Air France Flight 447 was an international, long-haul passenger flight, from Rio de Janeiro to Paris. On 1st June 2009 the aircraft crashed into the Atlantic Ocean killing everybody on board. The aircraft is thought to have crashed due to temporary inconsistencies between airspeed measurements, caused by the aircraft’s pitot tubes being blocked by ice crystals. Ultimately, the autopilot disconnecting and the crew reacting incorrectly, led the aircraft to an aerodynamic stall from which they did not recover (BEA, 2012).
The accident resulted from a combination of factors relating to both the technology of the aircraft and the training of the crew (BEA, 2012). The technological failures were: poor feedback mechanisms, unclear display of airspeed readings, confusing stall warnings, absence of visual information and poor indications by the Flight Director. Failures in training resulted in the crew; not responding to the stall warning, not being trained in icing of the Pitot tubes and lacking practical training in manually handling the aircraft. Moreover, incomprehension of the situation and poor management of emotions weakened the task sharing ability of the co-pilots.
This accident has highlighted a number of human – automation issues in aviation. Automated flight-control functions can remove some danger from aviation, however it also changes the activities, workloads, situation awareness and skill levels of the operators, which can cause problems (Hodgson, Siemieniuch & Hubbard, 2013).
The first problem highlighted by this accident is the crew’s change of role from operator to monitor. Flight deck automation uses the crew’s ability to perform a passive monitoring role, rather than an active operating role. One problem associated with this is a drop in vigilance (Mackworth, 1948), which is exacerbated when a system is highly reliable (Parasuraman, Molloy & Singh, 1993). However, these accidents are not human operator errors, they are automation system design errors. More importantly, the crash of Flight 447 was partly attributed due to loss of situation awareness, possibly due to pilots having to perform a passive monitoring role. Monitoring roles can reduce the situation awareness of the current “flying state” of the aircraft, as well as the awareness of its predicted future behaviour (Sarter & Woods, 1995).
Lack of situation awareness can also be an outcome of complex automation, such as a having a complicated flight automation system which can result in pilot confusion due to poor interface design. In the case of Flight 447 the BEA (2010) report shows that a poor Human Computer Interface played a main part in the crash. There were a number of reasons for this: the Flight Director display was inaccurate, therefore accounting for most of the wrong pitch-up inputs due to an altimeter error. Airspeed inconsistencies that had been identified by computers were not clearly displayed. Failure messages were generated but only showed the consequences not the origin of the problem. There was no indication of a blocked pitot tube on the flight displays. There was also an absence of Angle of Attack information, which is important in identifying and preventing a stall.

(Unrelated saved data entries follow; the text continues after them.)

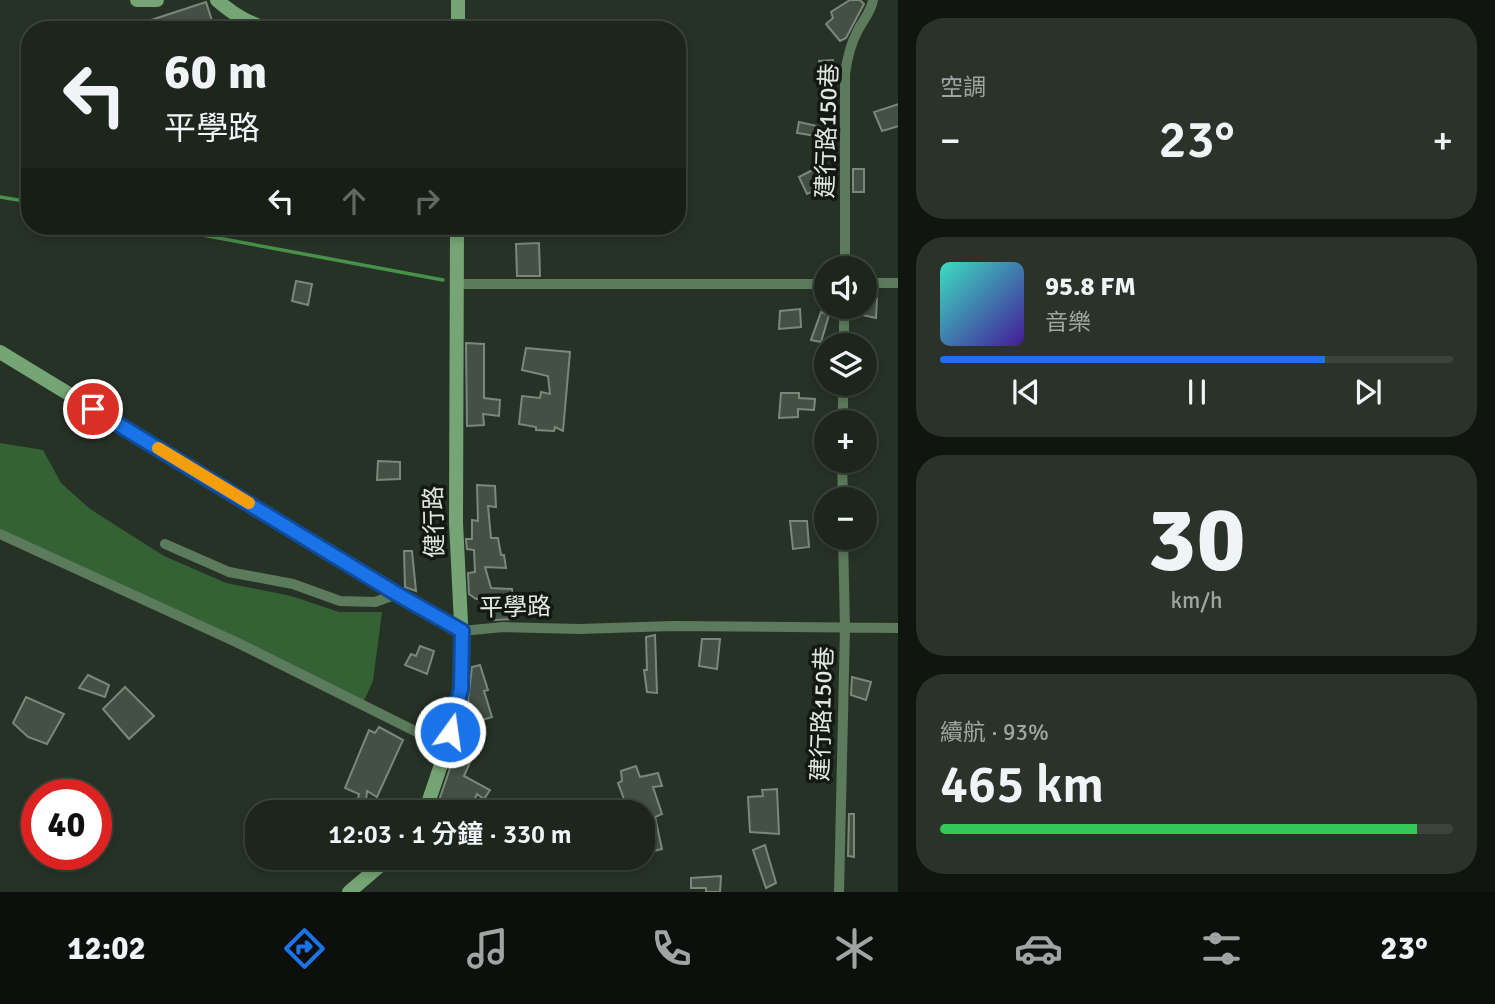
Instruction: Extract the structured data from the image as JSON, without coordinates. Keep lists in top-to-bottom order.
{
  "streets": {
    "street": ["建行路150巷", "健行路", "平學路"]
  },
  "crossings": [
    ["建行路150巷", "平學路"],
    ["健行路", "平學路"]
  ],
  "page": {
    "tile": [
      "空調",
      ["30", "km/h"],
      ["續航 · 93%", "465 km"]
    ],
    "turn": ["60 m", "平學路"],
    "heat": ["−", "23°", "+"],
    "map_buttons": ["+", "−"],
    "song": ["95.8 FM", "音樂"],
    "limit": "40",
    "trip": "12:03 · 1 分鐘 · 330 m",
    "tabs": ["12:02", "23°"]
  }
}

This information was sent to on-board computers but there were no displays to convey this information.
Furthermore, as the level and complexity of automation increases, the levels of experience and skill needed to be able to recover from a failure or unexpected situation have increased (Hodgson, Siemieniuch & Hubbard, 2013). This is because there is less time for the operator to become aware of and correct developing problems. For example in Flight 447 the crew had less than three minutes to find the problem and take action.
Additionally, in the case of aircraft, the ability to recover from a failure or unexpected situation relies on the crews manual flying abilities too. However, with highly automated aircrafts there is a loss of manual flying skills experienced by pilots (Wood, 2004). Fanjoy and Young (2005) found that training and airline policies on automation, often lead to a lack of opportunities to practice resulting in pilot complacency as well as the deterioration of flying skills. Furthermore, Young, Fanjoy and Suckow (2006) found that crews who used the most flight deck automation had poorer manual flying skills than others. This has implications when there is an abnormal situation in which the automation system disengages without prior warning, as the crews will rely on their manual flying skills. Furthermore, automation will maintain stability until it is no longer possible, resulting in the aircraft going out of control as the flight crew take over, meaning crews need to have good manual flying skills.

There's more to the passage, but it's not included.